The maintenance phase can continue till the time the person is keeping up with the intense workout. Earlier it was believed that a month of abstinence from supplementation is necessary after 2 months to ensure that the natural creatine production is not stopped by body. However, it has been found that, body does not shut down its own production permanently. And any time supplementation is stopped, it begins producing creatine as it normally does.
Important points on Creatine Supplementation:
- Creatine is very unstable in nature. Consume it mixed in room temperature water (not cold or hot) and drink it as soon as you have properly mixed it in water and glucose. Don’t mix it or keep it for too long.
- Do not use fruit juices, as acidic content of preserved juices can destroy the unstable creatine and also the exact glucose content of these juices is not known. They might not cause the required insulin spike.
- Keep the creatine container away from sunlight or moisture. Heat as well as humidity can destroy it.
- Make sure that you are taking it every day. Missed days have an effect on the creatine saturation level and the workout intensities will suffer.
- Creatine is used for fueling short span, highly intense power movements. If your objective is to run a marathon, which is a long duration less intense exercise, creatine supplementation won’t help. Beta Alanine would be better supplement and must be started months in advance.

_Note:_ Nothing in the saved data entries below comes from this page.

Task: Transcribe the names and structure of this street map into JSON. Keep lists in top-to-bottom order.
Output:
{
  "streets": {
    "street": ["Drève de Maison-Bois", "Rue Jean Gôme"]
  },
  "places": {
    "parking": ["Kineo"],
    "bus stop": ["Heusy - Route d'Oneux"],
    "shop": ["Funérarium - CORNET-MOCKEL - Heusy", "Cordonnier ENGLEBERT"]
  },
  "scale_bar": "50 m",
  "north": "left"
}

- With creatine supplementation, make sure you drink more water. Creatine supplementation needs high water intake throughout the day. If the body is not hydrated enough, it would lead to muscle cramps, dehydration and heat intolerance. The water intake is decided for each individual depending upon many factors like level of intensity, protein intake, metabolism, etc.

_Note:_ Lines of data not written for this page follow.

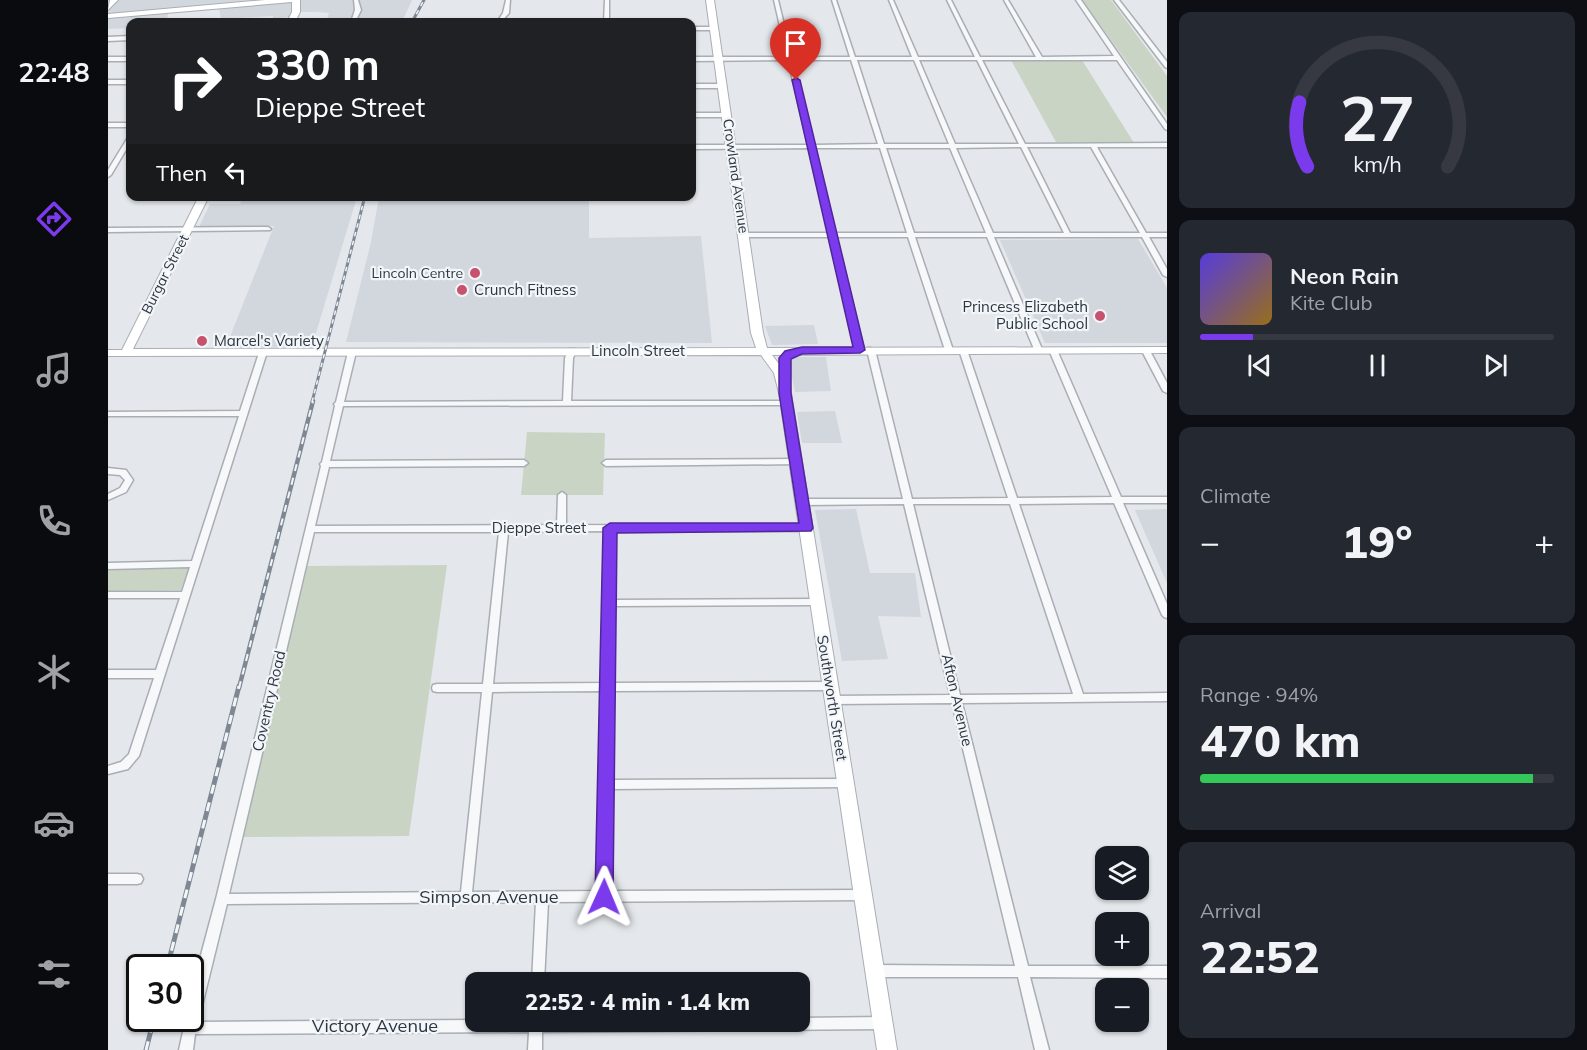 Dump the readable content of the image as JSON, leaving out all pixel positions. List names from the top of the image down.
{
  "streets": {
    "main road": [
      "Crowland Avenue",
      "Burgar Street",
      "Lincoln Street",
      "Southworth Street"
    ],
    "street": [
      "Dieppe Street",
      "Afton Avenue",
      "Coventry Road",
      "Simpson Avenue",
      "Victory Avenue"
    ]
  },
  "crossings": [
    ["Crowland Avenue", "Lincoln Street"],
    ["Crowland Avenue", "Southworth Street"],
    ["Burgar Street", "Lincoln Street"],
    ["Lincoln Street", "Southworth Street"],
    ["Lincoln Street", "Afton Avenue"],
    ["Lincoln Street", "Coventry Road"],
    ["Dieppe Street", "Southworth Street"],
    ["Dieppe Street", "Coventry Road"],
    ["Southworth Street", "Simpson Avenue"],
    ["Southworth Street", "Victory Avenue"],
    ["Coventry Road", "Simpson Avenue"]
  ],
  "places": [
    "Lincoln Centre",
    "Crunch Fitness",
    "Princess Elizabeth Public School",
    "Marcel's Variety"
  ],
  "page": {
    "tabs": "22:48",
    "turn": ["330 m", "Dieppe Street"],
    "then": "Then",
    "song": ["Neon Rain", "Kite Club"],
    "tile": [
      "Climate",
      ["Range · 94%", "470 km"],
      ["Arrival", "22:52"]
    ],
    "heat": ["−", "19°", "+"],
    "map_buttons": ["+", "−"],
    "limit": "30",
    "trip": "22:52 · 4 min · 1.4 km",
    "gauge": ["27", "km/h"]
  }
}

- This is a part of designing an effective nutrition plan. Discuss your creatine supplementation with your nutritionist and how diet is to be changed in regard to creatine supplementation. Also inform about all medications that you are taking.
Side Effects of Creatine Supplementation
- If your kidneys are fine and your supplementation is proper (no overdosing), there should not be any side effects.
- There might be slightly upset gut with diarrhoea if the creatine used is of inferior quality, or if it has not mixed well with water or you mixed it in less water.
- Creatine is a cell volumizer and pulls in water giving hydrating effect, which creates anabolic environment in muscle cells. If water intake has not been proper or if high caffeine or alcohol intake is there, it would cause muscle cramp, heat intolerance and dehydration. Keep up the water supply and refrain from caffeine/alcohol consumption.
- Creatine is one of the most trusted and widely used supplement. Very rarely are its serious side effects reported. If at all you experience some allergic reactions, cease the loading immediately and visit a doctor.
Remember, creatine supplementation is magic. But this magic works only when you are at an advance level of training, with scientific nutrition at par with the workouts and when you have the passion to train like a champion. I wish, you bring out that champion in you and live your life at an extraordinary level. Amen!